*** SOURCE INFORMATION ***

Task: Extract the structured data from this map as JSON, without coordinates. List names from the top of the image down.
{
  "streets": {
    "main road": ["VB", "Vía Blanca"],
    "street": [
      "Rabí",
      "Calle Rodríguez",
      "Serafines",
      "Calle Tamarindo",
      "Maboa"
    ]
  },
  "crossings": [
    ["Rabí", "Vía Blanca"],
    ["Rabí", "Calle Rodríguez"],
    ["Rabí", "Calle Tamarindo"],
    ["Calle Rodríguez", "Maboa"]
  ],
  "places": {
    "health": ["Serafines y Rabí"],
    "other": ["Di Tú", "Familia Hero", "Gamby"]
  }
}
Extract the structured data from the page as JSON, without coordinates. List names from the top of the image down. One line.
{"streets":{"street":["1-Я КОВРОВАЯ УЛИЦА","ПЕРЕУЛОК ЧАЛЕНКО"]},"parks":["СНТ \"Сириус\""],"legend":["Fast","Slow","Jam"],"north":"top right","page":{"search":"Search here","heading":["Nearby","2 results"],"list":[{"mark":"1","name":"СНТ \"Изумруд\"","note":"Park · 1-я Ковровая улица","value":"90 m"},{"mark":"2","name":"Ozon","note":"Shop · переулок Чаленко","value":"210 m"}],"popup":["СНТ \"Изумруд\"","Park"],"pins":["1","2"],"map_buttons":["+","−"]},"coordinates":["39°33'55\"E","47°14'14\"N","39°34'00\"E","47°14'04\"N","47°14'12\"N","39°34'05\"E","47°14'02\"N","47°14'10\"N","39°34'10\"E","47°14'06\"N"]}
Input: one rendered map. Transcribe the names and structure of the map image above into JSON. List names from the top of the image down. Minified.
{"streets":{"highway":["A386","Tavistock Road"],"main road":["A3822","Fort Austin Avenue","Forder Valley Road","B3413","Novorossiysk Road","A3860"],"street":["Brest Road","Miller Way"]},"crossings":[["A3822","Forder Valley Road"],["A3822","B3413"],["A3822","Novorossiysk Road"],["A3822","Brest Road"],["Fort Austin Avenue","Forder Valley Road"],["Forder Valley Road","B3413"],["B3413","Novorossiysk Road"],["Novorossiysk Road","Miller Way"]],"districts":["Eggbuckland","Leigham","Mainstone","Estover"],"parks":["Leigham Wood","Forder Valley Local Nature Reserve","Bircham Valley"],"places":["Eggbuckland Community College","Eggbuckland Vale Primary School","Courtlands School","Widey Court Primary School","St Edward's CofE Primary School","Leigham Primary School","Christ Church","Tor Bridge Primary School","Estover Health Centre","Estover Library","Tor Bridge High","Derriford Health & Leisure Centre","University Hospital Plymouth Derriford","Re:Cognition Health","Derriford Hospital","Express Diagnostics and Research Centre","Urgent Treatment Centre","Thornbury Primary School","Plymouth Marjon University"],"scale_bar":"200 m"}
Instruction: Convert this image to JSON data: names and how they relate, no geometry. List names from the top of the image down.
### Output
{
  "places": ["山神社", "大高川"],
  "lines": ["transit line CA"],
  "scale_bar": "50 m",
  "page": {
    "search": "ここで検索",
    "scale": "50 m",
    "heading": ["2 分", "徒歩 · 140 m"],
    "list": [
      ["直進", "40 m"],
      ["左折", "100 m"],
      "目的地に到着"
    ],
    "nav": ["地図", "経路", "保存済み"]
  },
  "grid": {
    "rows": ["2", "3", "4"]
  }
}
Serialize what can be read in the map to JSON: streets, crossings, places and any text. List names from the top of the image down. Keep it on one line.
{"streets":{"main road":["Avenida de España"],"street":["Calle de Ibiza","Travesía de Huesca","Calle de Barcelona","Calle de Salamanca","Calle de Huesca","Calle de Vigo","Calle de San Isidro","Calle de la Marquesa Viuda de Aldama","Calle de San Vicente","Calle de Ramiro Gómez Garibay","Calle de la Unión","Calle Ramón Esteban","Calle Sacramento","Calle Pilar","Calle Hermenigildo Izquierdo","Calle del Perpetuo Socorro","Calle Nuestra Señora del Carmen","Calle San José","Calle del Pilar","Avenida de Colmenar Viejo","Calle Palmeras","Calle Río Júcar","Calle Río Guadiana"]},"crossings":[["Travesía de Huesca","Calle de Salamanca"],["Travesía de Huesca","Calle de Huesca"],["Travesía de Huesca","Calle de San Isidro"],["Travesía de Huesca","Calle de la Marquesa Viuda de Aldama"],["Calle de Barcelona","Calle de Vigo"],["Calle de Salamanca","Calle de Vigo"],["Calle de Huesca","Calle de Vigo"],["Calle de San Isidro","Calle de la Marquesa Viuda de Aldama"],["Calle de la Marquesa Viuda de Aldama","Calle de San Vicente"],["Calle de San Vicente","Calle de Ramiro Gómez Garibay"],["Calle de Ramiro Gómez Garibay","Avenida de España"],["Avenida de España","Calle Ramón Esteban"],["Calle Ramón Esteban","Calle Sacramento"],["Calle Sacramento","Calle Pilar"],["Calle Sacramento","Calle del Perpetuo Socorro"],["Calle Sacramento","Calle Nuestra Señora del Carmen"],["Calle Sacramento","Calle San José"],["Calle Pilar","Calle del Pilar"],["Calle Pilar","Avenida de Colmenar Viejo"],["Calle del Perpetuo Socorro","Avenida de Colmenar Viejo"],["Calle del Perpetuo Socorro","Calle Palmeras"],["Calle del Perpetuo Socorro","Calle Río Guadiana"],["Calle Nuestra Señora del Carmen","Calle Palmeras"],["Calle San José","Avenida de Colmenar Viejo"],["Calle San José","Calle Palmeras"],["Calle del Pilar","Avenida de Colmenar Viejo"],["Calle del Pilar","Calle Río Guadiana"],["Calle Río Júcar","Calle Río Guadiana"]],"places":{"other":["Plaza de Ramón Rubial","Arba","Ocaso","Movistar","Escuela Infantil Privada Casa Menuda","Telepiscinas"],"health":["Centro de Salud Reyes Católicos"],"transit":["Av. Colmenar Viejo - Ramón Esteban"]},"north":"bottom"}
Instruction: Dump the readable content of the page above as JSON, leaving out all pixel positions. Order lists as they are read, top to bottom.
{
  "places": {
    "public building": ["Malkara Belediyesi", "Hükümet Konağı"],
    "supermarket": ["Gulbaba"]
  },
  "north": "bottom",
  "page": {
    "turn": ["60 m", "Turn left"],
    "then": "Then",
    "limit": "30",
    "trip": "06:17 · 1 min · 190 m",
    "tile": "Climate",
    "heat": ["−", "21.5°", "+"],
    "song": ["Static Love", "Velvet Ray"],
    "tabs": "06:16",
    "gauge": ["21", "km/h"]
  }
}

*** End of SOURCE INFORMATION ***

→ **TASK OBJECTIVE**
Search the data for the string "Instruction" and copy out every line where it is found.

→ **OUTPUT OF THE TASK**
Instruction: Convert this image to JSON data: names and how they relate, no geometry. List names from the top of the image down.
Instruction: Dump the readable content of the page above as JSON, leaving out all pixel positions. Order lists as they are read, top to bottom.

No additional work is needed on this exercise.